## Your instructions
Each line from the beginning of the entries below through the line that includes "position:relative; width:1016px; height:1388px;" must be returned exactly as given.

START Record extracts

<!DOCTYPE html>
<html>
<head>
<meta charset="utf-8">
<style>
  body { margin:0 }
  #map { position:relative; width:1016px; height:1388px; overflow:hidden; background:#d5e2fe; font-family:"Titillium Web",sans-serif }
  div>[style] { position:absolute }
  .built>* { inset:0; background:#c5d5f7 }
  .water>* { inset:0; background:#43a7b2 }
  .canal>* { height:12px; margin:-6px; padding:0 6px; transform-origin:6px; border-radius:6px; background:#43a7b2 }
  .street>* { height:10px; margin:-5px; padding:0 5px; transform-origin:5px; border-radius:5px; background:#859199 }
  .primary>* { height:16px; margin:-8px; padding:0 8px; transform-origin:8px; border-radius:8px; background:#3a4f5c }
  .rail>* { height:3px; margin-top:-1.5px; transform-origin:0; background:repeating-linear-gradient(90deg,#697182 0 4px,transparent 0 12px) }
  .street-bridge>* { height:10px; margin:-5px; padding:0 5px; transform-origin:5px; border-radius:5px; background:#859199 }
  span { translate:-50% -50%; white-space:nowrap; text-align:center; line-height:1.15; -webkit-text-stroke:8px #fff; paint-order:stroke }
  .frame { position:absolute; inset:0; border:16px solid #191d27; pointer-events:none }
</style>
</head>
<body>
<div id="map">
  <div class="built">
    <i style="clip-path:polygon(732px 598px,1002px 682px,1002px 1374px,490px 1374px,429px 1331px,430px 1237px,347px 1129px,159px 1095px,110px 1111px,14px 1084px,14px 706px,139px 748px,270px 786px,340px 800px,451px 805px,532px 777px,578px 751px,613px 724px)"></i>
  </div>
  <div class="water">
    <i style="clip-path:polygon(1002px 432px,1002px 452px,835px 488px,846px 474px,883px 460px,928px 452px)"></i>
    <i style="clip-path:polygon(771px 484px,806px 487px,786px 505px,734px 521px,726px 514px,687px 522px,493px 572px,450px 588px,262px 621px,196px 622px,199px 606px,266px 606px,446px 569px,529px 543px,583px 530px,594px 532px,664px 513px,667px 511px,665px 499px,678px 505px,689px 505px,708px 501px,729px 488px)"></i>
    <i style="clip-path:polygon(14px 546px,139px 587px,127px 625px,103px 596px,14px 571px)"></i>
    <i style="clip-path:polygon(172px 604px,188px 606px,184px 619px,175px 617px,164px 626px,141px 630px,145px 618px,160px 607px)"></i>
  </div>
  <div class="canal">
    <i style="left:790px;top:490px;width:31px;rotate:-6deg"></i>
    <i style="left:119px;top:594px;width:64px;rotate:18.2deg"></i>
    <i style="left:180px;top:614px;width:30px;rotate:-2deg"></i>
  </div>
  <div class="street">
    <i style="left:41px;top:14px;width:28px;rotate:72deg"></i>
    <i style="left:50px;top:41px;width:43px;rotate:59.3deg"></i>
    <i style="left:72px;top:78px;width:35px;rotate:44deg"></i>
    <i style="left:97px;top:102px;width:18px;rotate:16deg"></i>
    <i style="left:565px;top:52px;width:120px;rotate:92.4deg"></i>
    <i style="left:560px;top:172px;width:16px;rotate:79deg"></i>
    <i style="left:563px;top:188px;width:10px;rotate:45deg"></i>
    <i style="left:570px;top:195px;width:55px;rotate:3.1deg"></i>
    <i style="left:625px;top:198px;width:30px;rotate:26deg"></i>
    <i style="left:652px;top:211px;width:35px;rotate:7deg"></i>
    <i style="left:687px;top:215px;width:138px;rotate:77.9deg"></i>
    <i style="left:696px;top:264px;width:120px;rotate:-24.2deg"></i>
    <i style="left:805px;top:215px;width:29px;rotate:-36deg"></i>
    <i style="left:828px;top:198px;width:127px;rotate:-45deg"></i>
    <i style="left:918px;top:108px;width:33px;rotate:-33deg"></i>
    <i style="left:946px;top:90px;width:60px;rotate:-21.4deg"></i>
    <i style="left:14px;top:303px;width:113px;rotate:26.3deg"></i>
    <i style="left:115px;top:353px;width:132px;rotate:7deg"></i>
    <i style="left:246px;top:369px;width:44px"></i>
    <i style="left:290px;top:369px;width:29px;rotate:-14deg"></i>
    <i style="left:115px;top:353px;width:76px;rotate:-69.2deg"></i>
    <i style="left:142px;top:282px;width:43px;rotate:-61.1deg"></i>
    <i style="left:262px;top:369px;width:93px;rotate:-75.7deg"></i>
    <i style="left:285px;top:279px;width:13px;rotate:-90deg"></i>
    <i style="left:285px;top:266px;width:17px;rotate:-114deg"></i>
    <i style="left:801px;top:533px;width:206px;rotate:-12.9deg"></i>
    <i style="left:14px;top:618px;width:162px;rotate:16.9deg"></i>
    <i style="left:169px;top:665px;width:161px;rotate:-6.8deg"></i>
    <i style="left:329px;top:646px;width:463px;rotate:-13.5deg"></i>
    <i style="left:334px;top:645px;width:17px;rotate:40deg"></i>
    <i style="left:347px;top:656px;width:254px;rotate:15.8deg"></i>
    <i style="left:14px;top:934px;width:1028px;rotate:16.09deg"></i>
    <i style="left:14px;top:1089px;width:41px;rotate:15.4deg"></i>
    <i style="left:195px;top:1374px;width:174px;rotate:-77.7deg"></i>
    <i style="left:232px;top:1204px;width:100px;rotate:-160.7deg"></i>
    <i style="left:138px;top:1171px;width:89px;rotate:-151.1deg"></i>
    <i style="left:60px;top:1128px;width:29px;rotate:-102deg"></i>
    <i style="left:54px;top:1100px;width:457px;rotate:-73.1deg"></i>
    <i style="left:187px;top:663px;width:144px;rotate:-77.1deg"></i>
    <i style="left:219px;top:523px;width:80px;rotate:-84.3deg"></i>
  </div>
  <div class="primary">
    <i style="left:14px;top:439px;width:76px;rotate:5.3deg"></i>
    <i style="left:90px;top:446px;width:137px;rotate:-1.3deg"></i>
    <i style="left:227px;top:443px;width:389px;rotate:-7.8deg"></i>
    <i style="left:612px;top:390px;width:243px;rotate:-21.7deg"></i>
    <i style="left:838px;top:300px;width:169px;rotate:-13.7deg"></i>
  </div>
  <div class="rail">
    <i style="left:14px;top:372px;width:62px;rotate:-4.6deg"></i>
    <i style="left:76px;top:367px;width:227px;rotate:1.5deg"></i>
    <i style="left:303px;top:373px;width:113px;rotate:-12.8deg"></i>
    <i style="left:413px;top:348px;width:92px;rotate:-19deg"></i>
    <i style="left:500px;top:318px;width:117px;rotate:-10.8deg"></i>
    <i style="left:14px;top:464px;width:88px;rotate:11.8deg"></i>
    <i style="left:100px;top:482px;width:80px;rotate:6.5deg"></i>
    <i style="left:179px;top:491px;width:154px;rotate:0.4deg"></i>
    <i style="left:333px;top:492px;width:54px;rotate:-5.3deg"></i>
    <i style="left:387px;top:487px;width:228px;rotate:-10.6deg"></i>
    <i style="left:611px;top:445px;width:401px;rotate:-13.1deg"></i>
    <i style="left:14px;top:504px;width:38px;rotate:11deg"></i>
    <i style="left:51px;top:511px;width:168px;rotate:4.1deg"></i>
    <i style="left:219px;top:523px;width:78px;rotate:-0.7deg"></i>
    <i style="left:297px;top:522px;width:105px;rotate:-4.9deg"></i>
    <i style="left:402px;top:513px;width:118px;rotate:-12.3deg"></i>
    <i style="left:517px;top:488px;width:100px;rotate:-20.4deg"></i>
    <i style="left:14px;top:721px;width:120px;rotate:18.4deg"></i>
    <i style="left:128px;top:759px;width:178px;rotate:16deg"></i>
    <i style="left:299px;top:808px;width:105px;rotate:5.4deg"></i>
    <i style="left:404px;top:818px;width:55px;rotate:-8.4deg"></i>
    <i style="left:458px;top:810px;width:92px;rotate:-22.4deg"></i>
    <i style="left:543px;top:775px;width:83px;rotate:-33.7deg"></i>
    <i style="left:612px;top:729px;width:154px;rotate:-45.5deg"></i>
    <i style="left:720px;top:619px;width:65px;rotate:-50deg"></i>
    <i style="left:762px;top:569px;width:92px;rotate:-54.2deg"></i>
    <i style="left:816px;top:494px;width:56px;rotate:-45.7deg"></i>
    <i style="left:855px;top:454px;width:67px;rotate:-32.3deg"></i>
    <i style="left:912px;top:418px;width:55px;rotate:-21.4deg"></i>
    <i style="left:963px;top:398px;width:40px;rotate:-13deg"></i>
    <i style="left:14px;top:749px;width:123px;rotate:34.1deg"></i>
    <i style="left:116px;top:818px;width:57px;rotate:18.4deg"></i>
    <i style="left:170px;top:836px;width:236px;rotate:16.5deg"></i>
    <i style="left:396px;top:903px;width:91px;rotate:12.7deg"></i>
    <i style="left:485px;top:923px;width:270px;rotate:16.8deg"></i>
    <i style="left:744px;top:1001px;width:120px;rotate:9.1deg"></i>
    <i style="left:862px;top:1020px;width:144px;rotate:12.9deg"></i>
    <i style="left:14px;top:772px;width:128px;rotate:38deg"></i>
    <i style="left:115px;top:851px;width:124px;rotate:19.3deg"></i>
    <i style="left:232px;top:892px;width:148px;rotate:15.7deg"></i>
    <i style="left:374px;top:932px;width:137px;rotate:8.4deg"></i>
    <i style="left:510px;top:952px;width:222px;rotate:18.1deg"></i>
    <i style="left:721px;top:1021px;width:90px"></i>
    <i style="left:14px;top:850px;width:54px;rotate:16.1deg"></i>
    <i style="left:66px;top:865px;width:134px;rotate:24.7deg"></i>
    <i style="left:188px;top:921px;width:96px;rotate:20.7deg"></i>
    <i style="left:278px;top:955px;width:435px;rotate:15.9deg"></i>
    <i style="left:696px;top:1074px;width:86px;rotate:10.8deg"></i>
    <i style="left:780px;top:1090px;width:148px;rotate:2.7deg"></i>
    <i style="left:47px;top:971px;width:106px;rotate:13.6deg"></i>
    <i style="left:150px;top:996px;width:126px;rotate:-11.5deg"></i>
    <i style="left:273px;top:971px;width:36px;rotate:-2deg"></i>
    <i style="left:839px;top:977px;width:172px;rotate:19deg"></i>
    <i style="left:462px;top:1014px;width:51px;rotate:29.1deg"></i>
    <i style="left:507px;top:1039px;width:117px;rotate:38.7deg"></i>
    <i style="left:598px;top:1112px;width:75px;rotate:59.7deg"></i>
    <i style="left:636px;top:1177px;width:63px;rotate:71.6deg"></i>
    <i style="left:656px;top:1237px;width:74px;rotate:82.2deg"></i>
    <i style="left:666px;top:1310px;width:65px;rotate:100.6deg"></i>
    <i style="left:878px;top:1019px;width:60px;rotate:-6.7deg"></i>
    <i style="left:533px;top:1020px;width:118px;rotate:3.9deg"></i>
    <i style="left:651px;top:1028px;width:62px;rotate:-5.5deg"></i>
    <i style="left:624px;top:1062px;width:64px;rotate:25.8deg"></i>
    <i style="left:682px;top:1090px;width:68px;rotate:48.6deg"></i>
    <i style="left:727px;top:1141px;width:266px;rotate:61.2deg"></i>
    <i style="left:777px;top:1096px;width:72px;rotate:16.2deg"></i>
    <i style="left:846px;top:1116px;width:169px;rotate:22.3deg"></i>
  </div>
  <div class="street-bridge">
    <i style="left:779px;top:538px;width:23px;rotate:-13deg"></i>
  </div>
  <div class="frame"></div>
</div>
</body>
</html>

END Record extracts

## Written response
<!DOCTYPE html>
<html>
<head>
<meta charset="utf-8">
<style>
  body { margin:0 }
  #map { position:relative; width:1016px; height:1388px; overflow:hidden; background:#d5e2fe; font-family:"Titillium Web",sans-serif }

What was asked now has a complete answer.